Homestyle mission meals

The Homefresh mission to bring home-cooked meals to every Aussie kitchen

Sarah Stowe

Homefresh founder Stephen Curtis shares the brand’s story so far.

Homefresh is about changing the eating habits of our great nation. Our goal was to build a community interested in healthy cooking and eating around each physical location,” Stephen says.

“We started with the kids’ cooking classes, added families and adults and then NDIS-funded community flocked in. We soon realised this was a largely untapped area and quickly discovered that the brand had the power to reach much further into to the broader community.

“Now we conduct cooking classes in many out-of-store venues as well. We operate in schools, other councils, outer shopping centres, libraries; all rent-free and very lucrative business activities.  

“The cooked fresh daily ready meals, without preservatives or fillers, we introduced next took off from day one. Customers followed their noises to the store, could see us cooking and tubbing up the meals in front of them and quickly told their friends and families.

“It was not long before our cooked fresh daily healthy meals were being requested as catering solutions for councils, schools, and functions.

“Now our immediate goal is to replicate this highly profitable business in each mainland state,” Stephen reveals. 

Eight questions for Homefresh founder Stephen Curtis

Why did you start this business?

“Having held a senior position in a leading national company marketing to kids, the thought of 25 four-year-old kids walking through a local shopping centre dressed in Homefresh branded chefs’ outfits just screamed at me as a marketer’s dream. Being in retail, sales and marketing all my life this just felt right.”

What experience did you have?

“I ran a sales and marketing team in an $80 million business, and have owned and operated three leading franchised stores. However, I had never built a brand from scratch until now,” Stephen reveals. “All I can say is most of the hard work is done, so now my new franchisees can hit the ground running.”

What were the biggest challenges you faced?

“While shopping centres loved the concept, they did not want to be first to support Homefresh,” Stephen explains. The risks of kids in a kitchen environment outweighed the opportunities for centre landlords, he says. 

“Now the shopping centres see Homefresh as the purest form of retail theatre and they phone me daily and I just need the franchisees to start investigating if this is right for them.”

What expectations did you have for the business when you started out?

“From the very first time I cooked with a four-year-old, I knew Homefresh had to become a national franchise. I knew we could help so many people and advance our mission if we could advance our footprint.”

What is the brand mission?

“Our mission is to change the eating habits of our great nation and we are about to accelerate this. We are about to launch an on-line program (which will form part of each physical store) with the potential to put a Homefresh chef in every kitchen in Australia,” Stephen explains.

The best way to achieve this mission is to keep building the rapidly expanding community in-store and on-line, he adds. 

Who is the core customer?

This is where Homefresh real strength lies, says Stephen. 

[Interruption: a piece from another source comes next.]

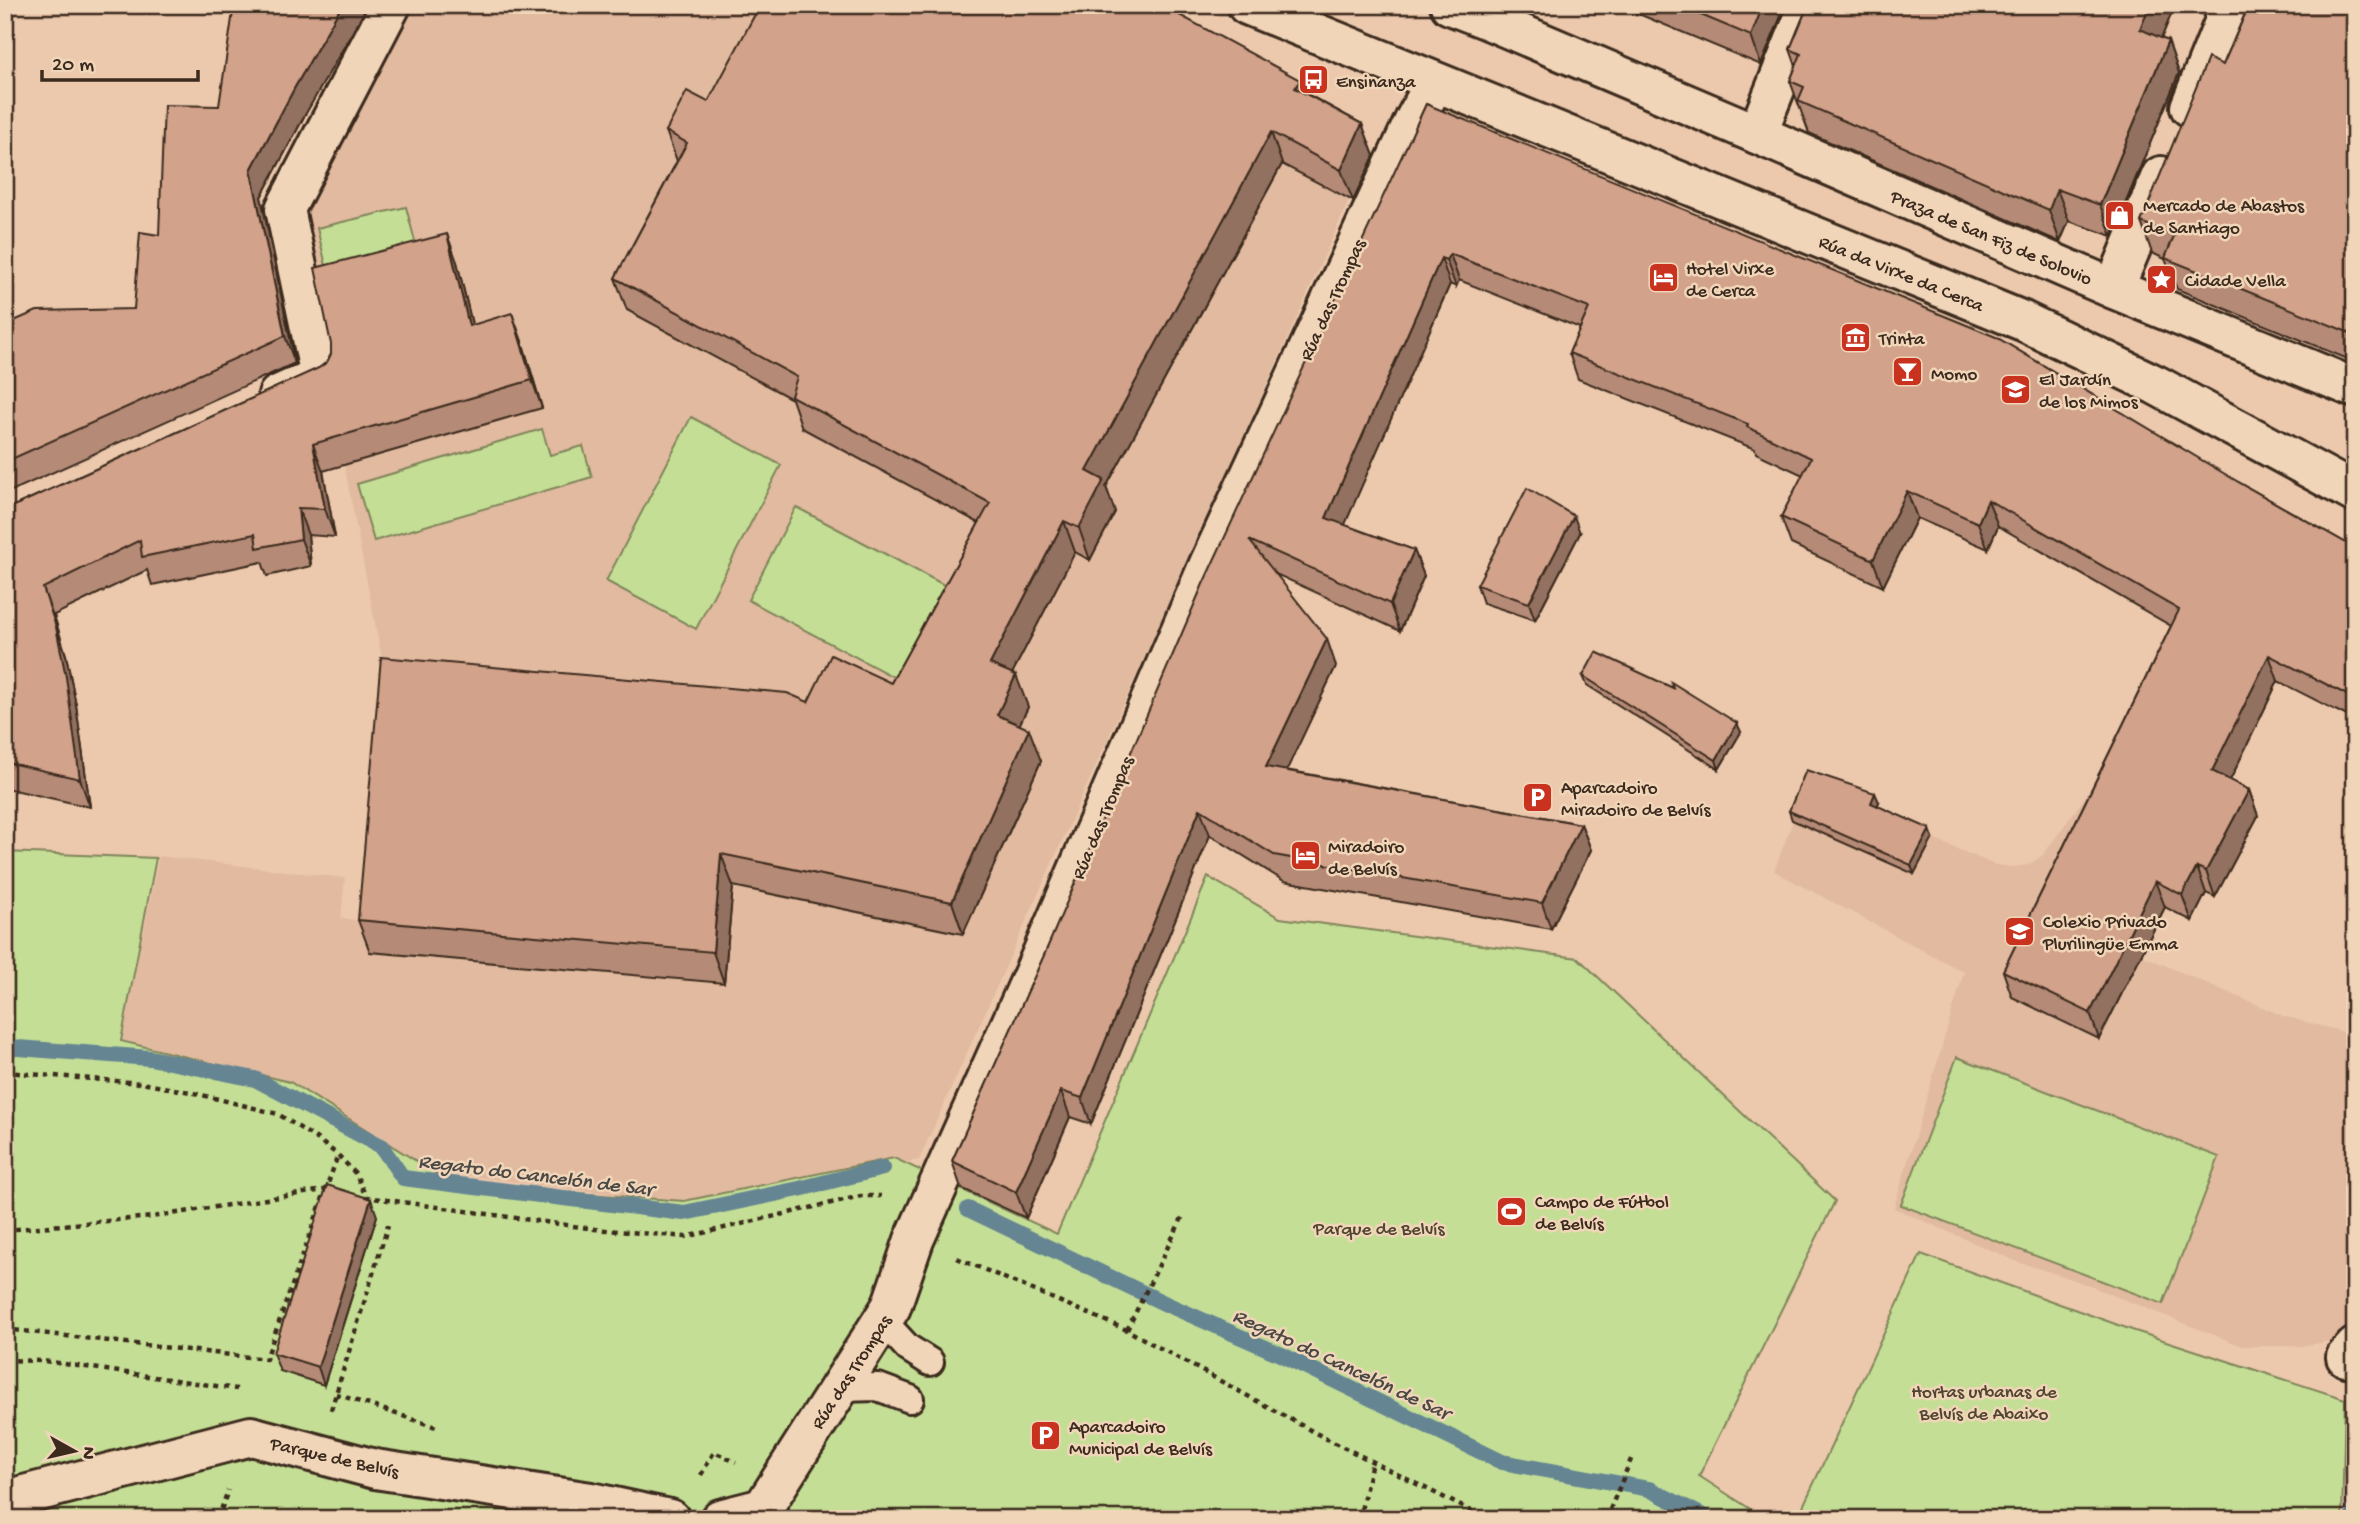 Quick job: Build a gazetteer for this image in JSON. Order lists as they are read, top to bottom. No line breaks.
{"streets":{"street":["Praza de San Fiz de Solovio","Rúa da Virxe da Cerca","Rúa das Trompas","Parque de Belvís"]},"crossings":[["Rúa da Virxe da Cerca","Rúa das Trompas"]],"water":["Regato do Cancelón de Sar"],"parks":["Parque de Belvís","Hortas urbanas de Belvís de Abaixo"],"places":{"bus stop":["Ensinanza"],"shop":["Mercado de Abastos de Santiago"],"hotel":["Hotel Virxe de Cerca","Miradoiro de Belvís"],"place":["Cidade Vella"],"museum":["Trinta"],"bar":["Momo"],"school or university":["El Jardín de los Mimos","Colexio Privado Plurilingüe Emma"],"parking":["Aparcadoiro Miradoiro de Belvís","Aparcadoiro Municipal de Belvís"],"sports":["Campo de Fútbol de Belvís"]},"scale_bar":"20 m","north":"right"}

A cooking experience customer can be someone who loves to cook, four to 14 year-olds, young adults who need to learn, adults who love the companionship of cooking with others, or the NDIS community who need to learn to shop and cook.

“Our ready meal customers can be working adults who don’t have time to cook using our meals for lunches or dinners. Or a senior, who doesn’t want to, or can no longer, cook. These customers love the convenience, price and freshness. These days our target market is almost everyone!” Stephen says.

Who are your competitors?

“We’re in a great space because there is no other branded shopping and cooking school like Homefresh. We compete with everyone with our ready meals. But our point of difference is cooking fresh daily without preservatives and fillers,” Stephen points out. “This makes the meals easy to sell.”

What’s the potential for your business? 

With an ageing population, and the NDIS community more than 500,000 strong, there’s plenty of potential just among these consumer profiles. “We only service 60 NDIS participants in each store, each week, so there is plenty of room for more stores,” he says.

When it comes to expanding the brand, he sees a store in most sub-regional (medium to big) shopping centres, in each state. The mobile business has massive upside, and there are online subscription opportunities coming soon too, Stephen says.

He predicts great things for the brand.

Homefresh will be in top fastest growing franchises in the country in the next three years,” he believes.